● **Exercise**
From the line containing "<div><b>22:58</b><p>Arrival</p></div>" down to the last line of the records below, restate each line word for word and leave out the rest.

[Stored items from a collection]
■ ■ ■ ■ ■
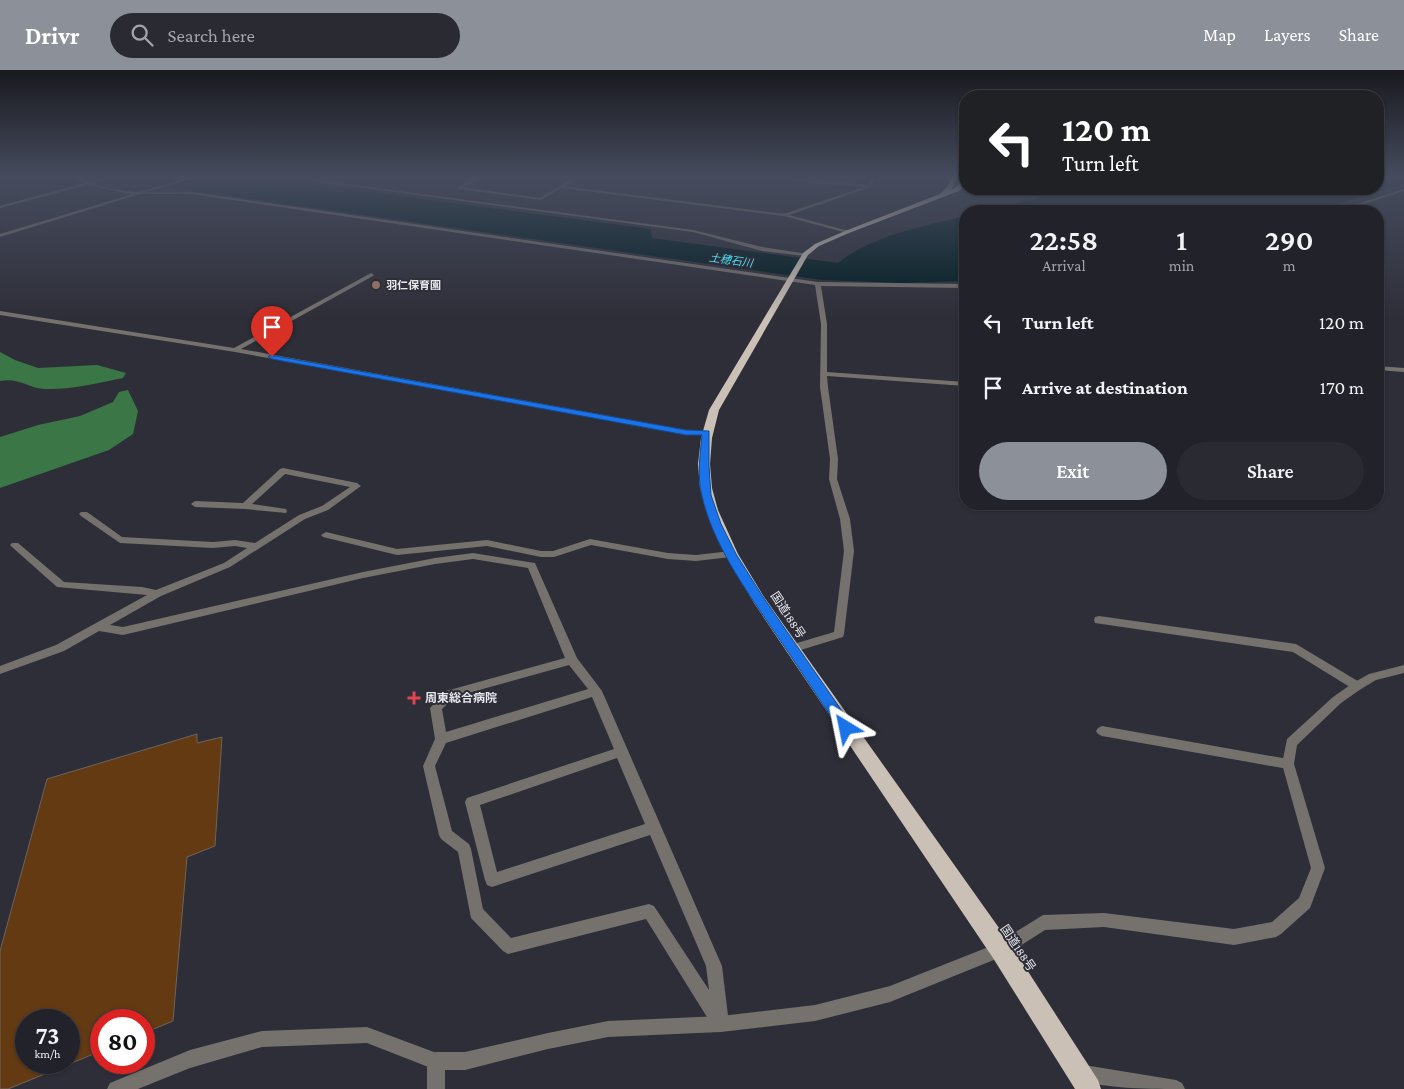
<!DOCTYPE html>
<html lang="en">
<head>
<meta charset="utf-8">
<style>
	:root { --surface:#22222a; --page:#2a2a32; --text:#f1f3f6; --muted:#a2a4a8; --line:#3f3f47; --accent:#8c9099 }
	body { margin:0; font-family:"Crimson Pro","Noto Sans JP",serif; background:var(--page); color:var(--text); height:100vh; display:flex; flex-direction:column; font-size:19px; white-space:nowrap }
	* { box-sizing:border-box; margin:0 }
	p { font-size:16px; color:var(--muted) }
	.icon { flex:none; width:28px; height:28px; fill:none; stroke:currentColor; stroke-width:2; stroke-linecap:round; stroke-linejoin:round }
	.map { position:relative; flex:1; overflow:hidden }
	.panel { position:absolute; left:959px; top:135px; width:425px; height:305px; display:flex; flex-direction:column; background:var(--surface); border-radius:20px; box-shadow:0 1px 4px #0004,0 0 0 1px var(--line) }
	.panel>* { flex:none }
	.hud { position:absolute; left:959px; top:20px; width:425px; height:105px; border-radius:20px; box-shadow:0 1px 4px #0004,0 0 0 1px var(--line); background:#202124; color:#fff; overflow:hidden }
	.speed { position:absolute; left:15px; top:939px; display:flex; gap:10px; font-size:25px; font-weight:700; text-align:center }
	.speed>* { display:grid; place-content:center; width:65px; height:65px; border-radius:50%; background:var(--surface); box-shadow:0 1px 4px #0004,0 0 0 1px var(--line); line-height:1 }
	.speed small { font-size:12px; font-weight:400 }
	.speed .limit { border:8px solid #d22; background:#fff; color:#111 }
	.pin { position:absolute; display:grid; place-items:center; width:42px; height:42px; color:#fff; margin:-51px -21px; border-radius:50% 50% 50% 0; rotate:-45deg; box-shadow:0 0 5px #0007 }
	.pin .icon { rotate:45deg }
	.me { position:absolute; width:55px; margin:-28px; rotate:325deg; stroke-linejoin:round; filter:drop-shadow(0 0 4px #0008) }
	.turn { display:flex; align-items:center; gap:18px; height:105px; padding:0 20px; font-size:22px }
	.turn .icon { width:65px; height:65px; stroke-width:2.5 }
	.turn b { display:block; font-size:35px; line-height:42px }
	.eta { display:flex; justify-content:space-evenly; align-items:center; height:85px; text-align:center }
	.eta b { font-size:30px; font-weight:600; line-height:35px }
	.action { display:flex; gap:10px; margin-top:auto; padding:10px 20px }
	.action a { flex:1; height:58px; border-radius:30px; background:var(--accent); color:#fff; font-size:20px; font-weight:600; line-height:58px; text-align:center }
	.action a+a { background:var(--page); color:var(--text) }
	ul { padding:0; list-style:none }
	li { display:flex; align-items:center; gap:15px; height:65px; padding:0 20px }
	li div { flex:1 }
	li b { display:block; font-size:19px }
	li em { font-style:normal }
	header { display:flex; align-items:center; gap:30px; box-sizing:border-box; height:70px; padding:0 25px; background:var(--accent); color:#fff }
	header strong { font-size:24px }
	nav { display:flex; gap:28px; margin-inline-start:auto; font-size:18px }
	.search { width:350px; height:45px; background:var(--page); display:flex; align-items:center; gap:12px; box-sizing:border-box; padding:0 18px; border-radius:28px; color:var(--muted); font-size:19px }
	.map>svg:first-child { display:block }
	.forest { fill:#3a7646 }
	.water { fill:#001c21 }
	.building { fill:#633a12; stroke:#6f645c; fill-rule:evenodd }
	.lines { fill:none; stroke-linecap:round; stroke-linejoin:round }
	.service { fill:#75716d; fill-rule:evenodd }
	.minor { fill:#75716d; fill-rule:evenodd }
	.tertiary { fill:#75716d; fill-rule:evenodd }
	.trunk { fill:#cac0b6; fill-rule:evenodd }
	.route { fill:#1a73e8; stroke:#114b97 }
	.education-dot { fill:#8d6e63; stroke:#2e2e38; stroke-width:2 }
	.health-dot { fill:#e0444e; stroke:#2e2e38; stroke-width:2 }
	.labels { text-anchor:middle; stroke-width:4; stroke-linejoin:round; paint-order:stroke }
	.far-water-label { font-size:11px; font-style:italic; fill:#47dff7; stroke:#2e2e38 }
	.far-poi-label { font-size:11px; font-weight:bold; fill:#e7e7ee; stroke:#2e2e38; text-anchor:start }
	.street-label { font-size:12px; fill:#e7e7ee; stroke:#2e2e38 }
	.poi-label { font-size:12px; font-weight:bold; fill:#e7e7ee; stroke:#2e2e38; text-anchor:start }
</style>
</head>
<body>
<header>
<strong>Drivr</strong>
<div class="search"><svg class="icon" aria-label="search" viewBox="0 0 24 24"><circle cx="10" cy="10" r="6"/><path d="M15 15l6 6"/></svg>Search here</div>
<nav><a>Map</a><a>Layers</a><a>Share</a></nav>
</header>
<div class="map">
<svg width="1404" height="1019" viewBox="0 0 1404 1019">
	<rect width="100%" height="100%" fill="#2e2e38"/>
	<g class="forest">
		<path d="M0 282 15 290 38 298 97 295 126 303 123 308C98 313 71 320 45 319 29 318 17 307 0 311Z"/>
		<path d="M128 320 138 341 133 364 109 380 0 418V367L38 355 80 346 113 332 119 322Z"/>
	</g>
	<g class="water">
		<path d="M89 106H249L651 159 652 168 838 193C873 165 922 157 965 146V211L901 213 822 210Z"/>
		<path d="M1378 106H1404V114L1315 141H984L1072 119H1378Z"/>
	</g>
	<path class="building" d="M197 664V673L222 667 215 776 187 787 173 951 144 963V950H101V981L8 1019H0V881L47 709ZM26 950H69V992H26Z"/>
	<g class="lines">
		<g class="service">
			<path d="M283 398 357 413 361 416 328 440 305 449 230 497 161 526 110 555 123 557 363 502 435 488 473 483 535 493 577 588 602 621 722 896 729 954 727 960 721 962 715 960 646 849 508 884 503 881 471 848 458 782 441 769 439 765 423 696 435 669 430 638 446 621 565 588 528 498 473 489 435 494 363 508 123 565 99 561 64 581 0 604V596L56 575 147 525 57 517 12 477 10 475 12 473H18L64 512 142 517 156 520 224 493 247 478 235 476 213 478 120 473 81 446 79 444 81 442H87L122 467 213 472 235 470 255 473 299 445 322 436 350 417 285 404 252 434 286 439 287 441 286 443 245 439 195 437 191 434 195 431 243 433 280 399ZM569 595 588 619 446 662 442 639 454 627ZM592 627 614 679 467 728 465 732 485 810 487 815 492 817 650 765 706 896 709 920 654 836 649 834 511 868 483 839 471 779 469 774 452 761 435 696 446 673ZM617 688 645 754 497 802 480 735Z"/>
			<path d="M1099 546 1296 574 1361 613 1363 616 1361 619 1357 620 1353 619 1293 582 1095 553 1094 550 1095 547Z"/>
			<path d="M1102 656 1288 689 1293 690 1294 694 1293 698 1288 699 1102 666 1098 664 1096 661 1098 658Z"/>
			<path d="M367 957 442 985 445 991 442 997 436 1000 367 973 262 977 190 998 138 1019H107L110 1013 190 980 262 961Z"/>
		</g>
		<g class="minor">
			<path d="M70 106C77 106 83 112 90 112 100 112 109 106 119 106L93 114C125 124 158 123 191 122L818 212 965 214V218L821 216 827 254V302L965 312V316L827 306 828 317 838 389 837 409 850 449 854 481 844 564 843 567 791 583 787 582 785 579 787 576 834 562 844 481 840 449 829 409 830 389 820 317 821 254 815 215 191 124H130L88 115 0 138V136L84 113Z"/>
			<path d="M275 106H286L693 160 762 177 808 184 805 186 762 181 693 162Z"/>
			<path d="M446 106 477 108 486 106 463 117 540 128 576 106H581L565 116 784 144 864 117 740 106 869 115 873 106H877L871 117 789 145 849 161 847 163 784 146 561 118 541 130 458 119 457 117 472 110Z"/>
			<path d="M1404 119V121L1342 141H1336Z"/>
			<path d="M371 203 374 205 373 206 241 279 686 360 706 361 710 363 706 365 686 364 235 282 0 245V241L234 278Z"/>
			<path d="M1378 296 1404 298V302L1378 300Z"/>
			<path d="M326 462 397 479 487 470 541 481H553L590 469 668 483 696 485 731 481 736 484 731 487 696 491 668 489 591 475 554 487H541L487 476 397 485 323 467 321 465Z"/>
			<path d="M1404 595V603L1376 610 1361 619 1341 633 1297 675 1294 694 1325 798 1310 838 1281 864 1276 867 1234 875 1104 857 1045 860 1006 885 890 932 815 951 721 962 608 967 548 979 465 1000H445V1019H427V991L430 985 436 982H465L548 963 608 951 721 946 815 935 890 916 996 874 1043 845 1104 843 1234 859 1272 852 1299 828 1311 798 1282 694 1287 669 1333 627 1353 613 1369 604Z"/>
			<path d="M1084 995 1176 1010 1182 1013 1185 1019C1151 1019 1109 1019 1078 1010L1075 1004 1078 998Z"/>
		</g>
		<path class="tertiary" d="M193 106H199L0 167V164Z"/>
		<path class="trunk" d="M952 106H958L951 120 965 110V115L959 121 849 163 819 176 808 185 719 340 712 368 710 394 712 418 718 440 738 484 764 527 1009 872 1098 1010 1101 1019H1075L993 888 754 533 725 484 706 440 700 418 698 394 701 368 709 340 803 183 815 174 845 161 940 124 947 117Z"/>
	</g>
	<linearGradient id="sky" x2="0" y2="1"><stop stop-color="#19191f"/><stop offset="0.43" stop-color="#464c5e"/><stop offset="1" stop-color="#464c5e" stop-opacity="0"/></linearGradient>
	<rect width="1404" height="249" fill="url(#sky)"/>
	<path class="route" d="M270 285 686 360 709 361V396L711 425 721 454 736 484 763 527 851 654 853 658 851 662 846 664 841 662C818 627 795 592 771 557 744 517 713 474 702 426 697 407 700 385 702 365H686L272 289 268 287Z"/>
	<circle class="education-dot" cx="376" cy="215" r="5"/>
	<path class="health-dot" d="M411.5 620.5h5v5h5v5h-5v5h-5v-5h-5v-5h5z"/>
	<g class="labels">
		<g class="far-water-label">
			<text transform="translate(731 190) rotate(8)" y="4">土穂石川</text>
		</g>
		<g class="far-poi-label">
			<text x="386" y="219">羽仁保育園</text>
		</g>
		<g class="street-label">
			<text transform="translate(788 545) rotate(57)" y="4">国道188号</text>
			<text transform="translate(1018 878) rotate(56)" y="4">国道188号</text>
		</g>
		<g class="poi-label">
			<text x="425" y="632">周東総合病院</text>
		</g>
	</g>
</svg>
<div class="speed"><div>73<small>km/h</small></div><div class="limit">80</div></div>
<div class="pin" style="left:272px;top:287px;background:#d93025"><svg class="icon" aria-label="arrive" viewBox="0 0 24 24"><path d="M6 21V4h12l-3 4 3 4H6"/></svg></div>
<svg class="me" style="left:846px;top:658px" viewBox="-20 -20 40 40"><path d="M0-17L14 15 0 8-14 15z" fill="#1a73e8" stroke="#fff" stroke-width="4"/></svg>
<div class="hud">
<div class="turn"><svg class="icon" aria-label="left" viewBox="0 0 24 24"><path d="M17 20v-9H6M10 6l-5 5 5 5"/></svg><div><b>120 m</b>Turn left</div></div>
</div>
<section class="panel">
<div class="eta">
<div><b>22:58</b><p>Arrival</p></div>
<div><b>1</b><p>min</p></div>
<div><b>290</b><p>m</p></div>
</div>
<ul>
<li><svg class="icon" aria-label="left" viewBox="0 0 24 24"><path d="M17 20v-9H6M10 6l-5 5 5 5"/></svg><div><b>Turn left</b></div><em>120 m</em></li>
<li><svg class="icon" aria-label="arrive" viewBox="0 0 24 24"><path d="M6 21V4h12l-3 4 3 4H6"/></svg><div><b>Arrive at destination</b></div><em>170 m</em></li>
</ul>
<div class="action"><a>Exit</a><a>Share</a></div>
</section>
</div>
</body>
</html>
■ ■ ■ ■ ■
● **Expected answer**
<div><b>22:58</b><p>Arrival</p></div>
<div><b>1</b><p>min</p></div>
<div><b>290</b><p>m</p></div>
</div>
<ul>
<li><svg class="icon" aria-label="left" viewBox="0 0 24 24"><path d="M17 20v-9H6M10 6l-5 5 5 5"/></svg><div><b>Turn left</b></div><em>120 m</em></li>
<li><svg class="icon" aria-label="arrive" viewBox="0 0 24 24"><path d="M6 21V4h12l-3 4 3 4H6"/></svg><div><b>Arrive at destination</b></div><em>170 m</em></li>
</ul>
<div class="action"><a>Exit</a><a>Share</a></div>
</section>
</div>
</body>
</html>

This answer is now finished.